Exercise brief
Among the entries below, find the lines that hold the word "bottom" and report them.

Data records
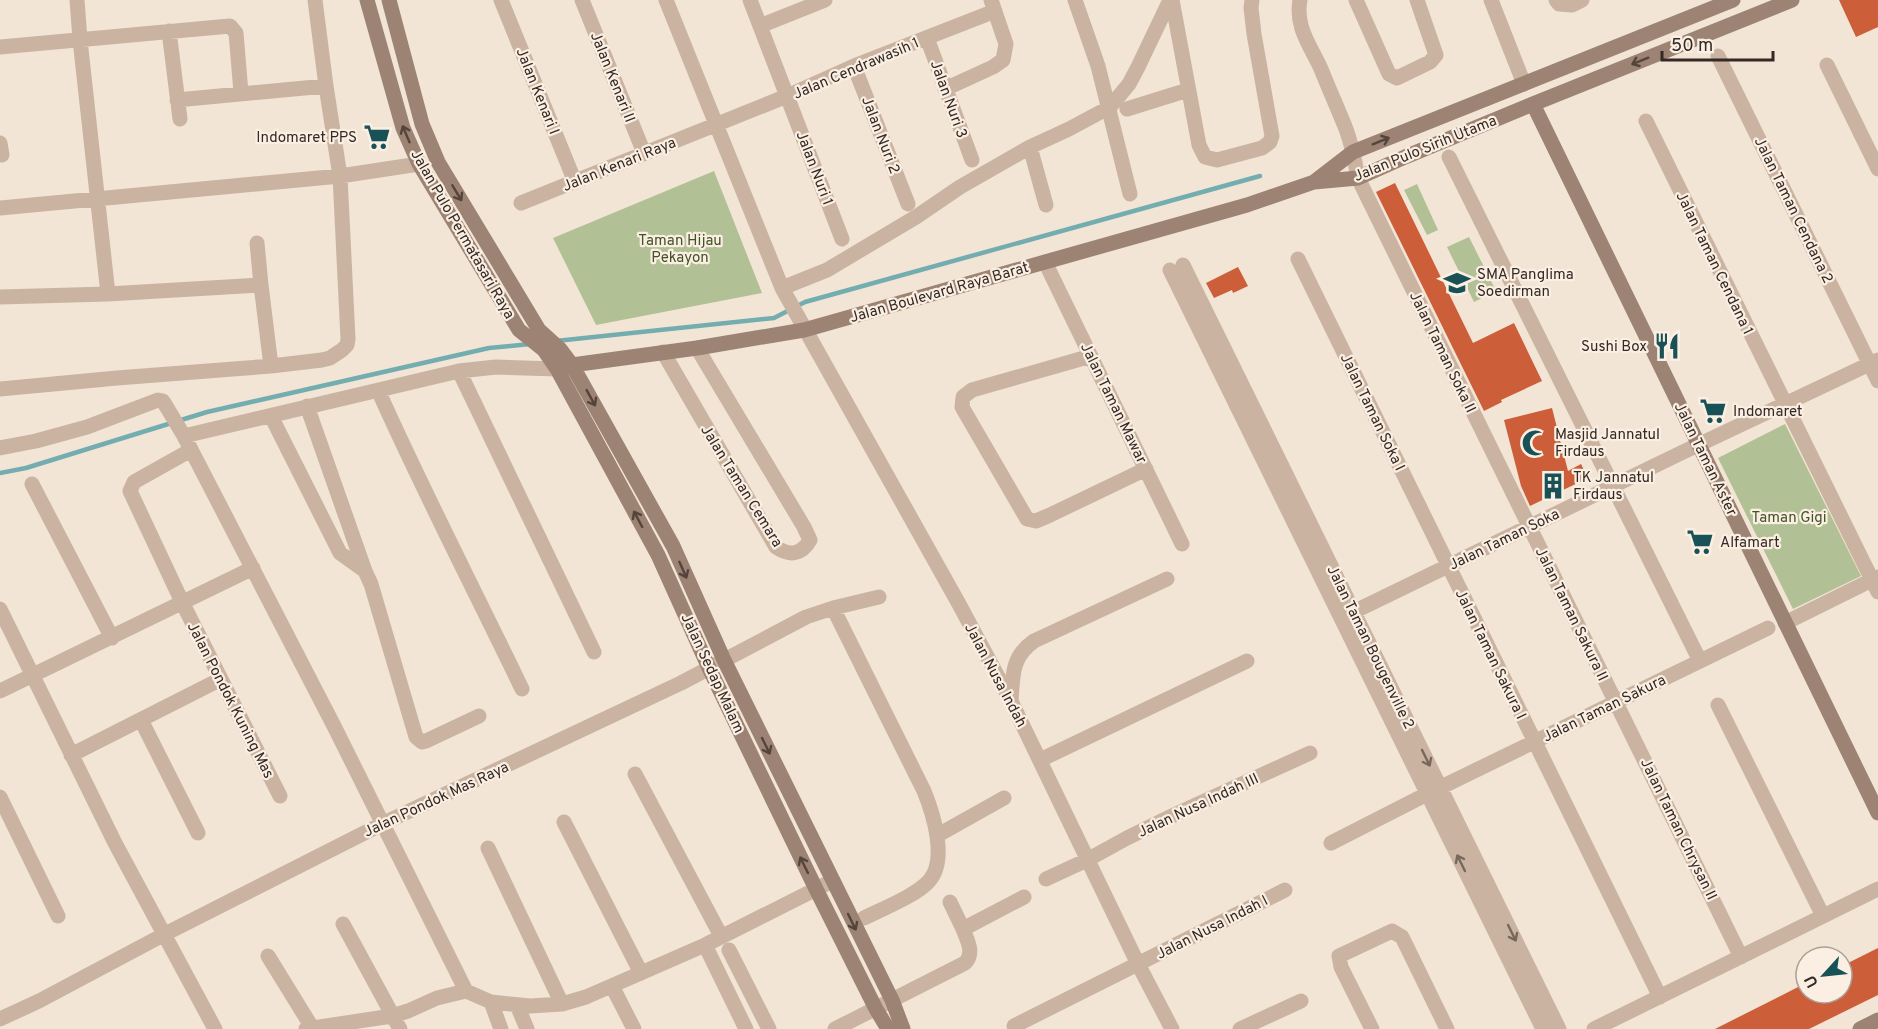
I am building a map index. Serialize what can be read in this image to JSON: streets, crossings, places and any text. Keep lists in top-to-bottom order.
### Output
{
  "streets": {
    "main road": [
      "Jalan Pulo Sirih Utama",
      "Jalan Pulo Permatasari Raya",
      "Jalan Boulevard Raya Barat",
      "Jalan Taman Aster",
      "Jalan Sedap Malam"
    ],
    "street": [
      "Jalan Cendrawasih 1",
      "Jalan Kenari II",
      "Jalan Kenari I",
      "Jalan Nuri 3",
      "Jalan Nuri 2",
      "Jalan Kenari Raya",
      "Jalan Nuri 1",
      "Jalan Taman Cendana 2",
      "Jalan Taman Cendana 1",
      "Jalan Taman Soka II",
      "Jalan Taman Mawar",
      "Jalan Taman Soka I",
      "Jalan Taman Cemara",
      "Jalan Taman Soka",
      "Jalan Taman Sakura II",
      "Jalan Taman Bougenville 2",
      "Jalan Taman Sakura I",
      "Jalan Nusa Indah",
      "Jalan Pondok Kuning Mas",
      "Jalan Taman Sakura",
      "Jalan Pondok Mas Raya",
      "Jalan Nusa Indah III",
      "Jalan Taman Chrysan II",
      "Jalan Nusa Indah I"
    ]
  },
  "crossings": [
    ["Jalan Cendrawasih 1", "Jalan Nuri 3"],
    ["Jalan Cendrawasih 1", "Jalan Nuri 2"],
    ["Jalan Cendrawasih 1", "Jalan Kenari Raya"],
    ["Jalan Cendrawasih 1", "Jalan Nuri 1"],
    ["Jalan Cendrawasih 1", "Jalan Nusa Indah"],
    ["Jalan Kenari II", "Jalan Kenari Raya"],
    ["Jalan Kenari I", "Jalan Kenari Raya"],
    ["Jalan Pulo Sirih Utama", "Jalan Boulevard Raya Barat"],
    ["Jalan Pulo Sirih Utama", "Jalan Taman Soka II"],
    ["Jalan Pulo Sirih Utama", "Jalan Taman Aster"],
    ["Jalan Kenari Raya", "Jalan Nusa Indah"],
    ["Jalan Taman Cendana 2", "Jalan Taman Soka"],
    ["Jalan Pulo Permatasari Raya", "Jalan Sedap Malam"],
    ["Jalan Taman Cendana 1", "Jalan Taman Soka"],
    ["Jalan Boulevard Raya Barat", "Jalan Taman Mawar"],
    ["Jalan Boulevard Raya Barat", "Jalan Taman Cemara"],
    ["Jalan Boulevard Raya Barat", "Jalan Sedap Malam"],
    ["Jalan Boulevard Raya Barat", "Jalan Nusa Indah"],
    ["Jalan Taman Soka II", "Jalan Taman Soka"],
    ["Jalan Taman Soka II", "Jalan Taman Sakura II"],
    ["Jalan Taman Soka I", "Jalan Taman Soka"],
    ["Jalan Taman Soka I", "Jalan Taman Sakura I"],
    ["Jalan Taman Aster", "Jalan Taman Soka"],
    ["Jalan Taman Soka", "Jalan Taman Sakura II"],
    ["Jalan Taman Soka", "Jalan Taman Bougenville 2"],
    ["Jalan Taman Soka", "Jalan Taman Sakura I"],
    ["Jalan Taman Sakura II", "Jalan Taman Sakura"],
    ["Jalan Taman Sakura II", "Jalan Taman Chrysan II"],
    ["Jalan Taman Bougenville 2", "Jalan Taman Sakura"],
    ["Jalan Taman Sakura I", "Jalan Taman Sakura"],
    ["Jalan Sedap Malam", "Jalan Pondok Mas Raya"],
    ["Jalan Nusa Indah", "Jalan Nusa Indah III"],
    ["Jalan Nusa Indah", "Jalan Nusa Indah I"],
    ["Jalan Taman Sakura", "Jalan Taman Chrysan II"]
  ],
  "parks": ["Taman Hijau Pekayon", "Taman Gigi"],
  "places": {
    "supermarket": ["Indomaret PPS", "Indomaret", "Alfamart"],
    "school or university": ["SMA Panglima Soedirman"],
    "restaurant": ["Sushi Box"],
    "mosque": ["Masjid Jannatul Firdaus"],
    "building": ["TK Jannatul Firdaus"]
  },
  "scale_bar": "50 m",
  "north": "bottom left"
}
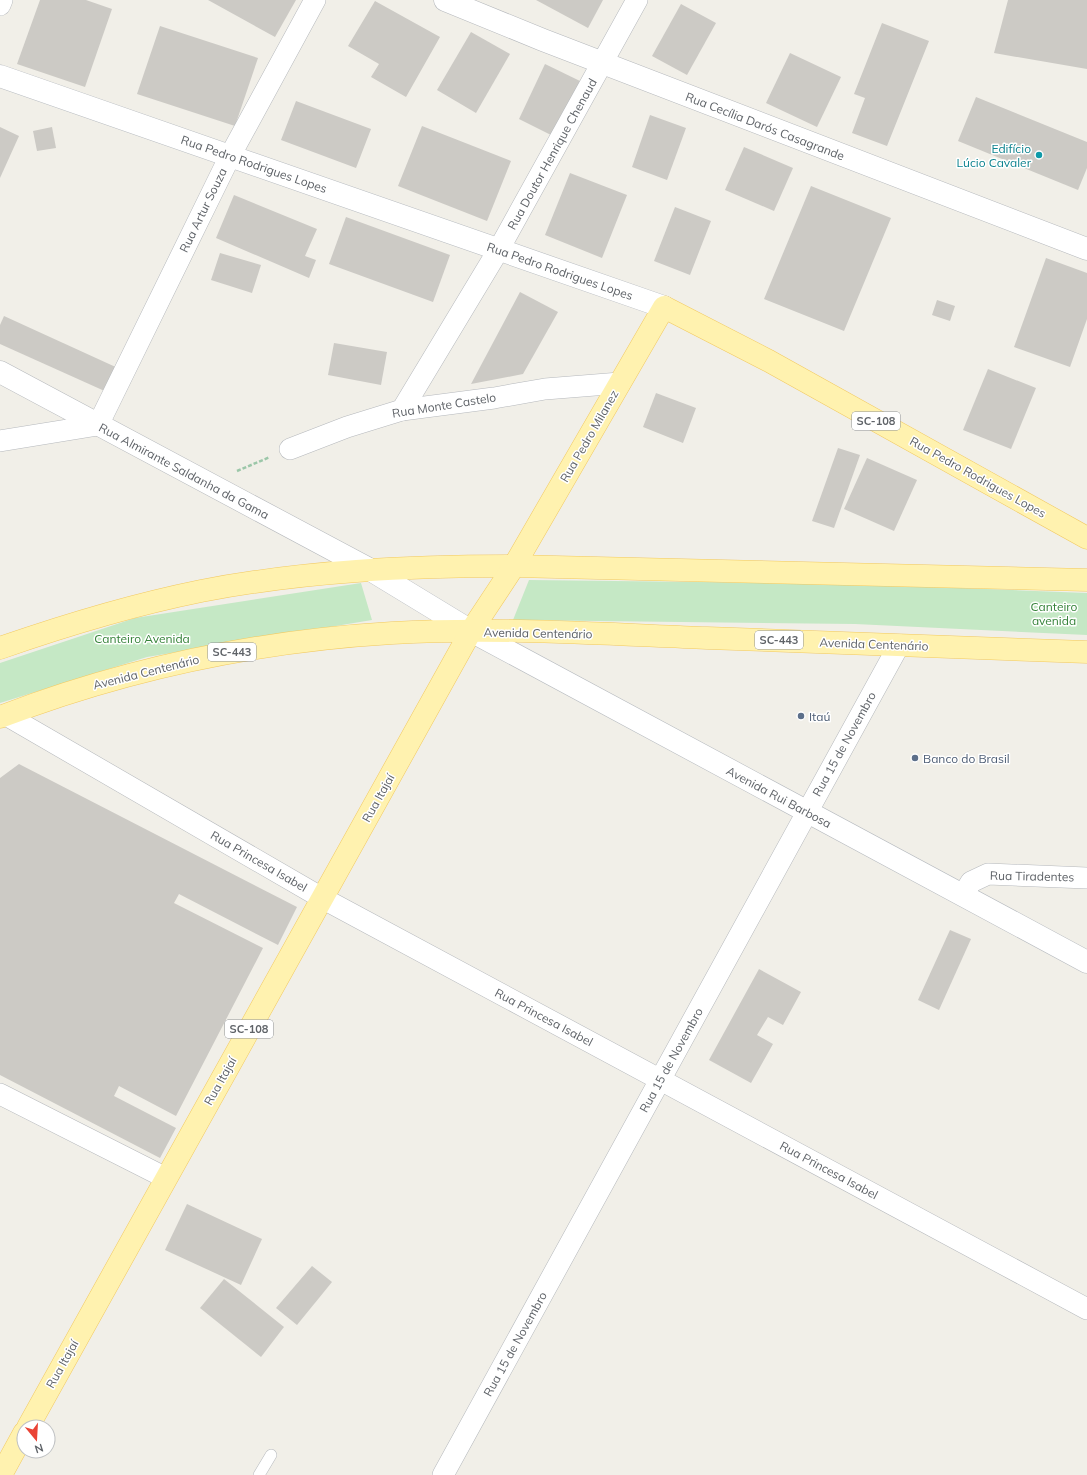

Your solution
I am building a map index. Serialize what can be read in this image to JSON: streets, crossings, places and any text. Keep lists in top-to-bottom order.
  "north": "bottom left"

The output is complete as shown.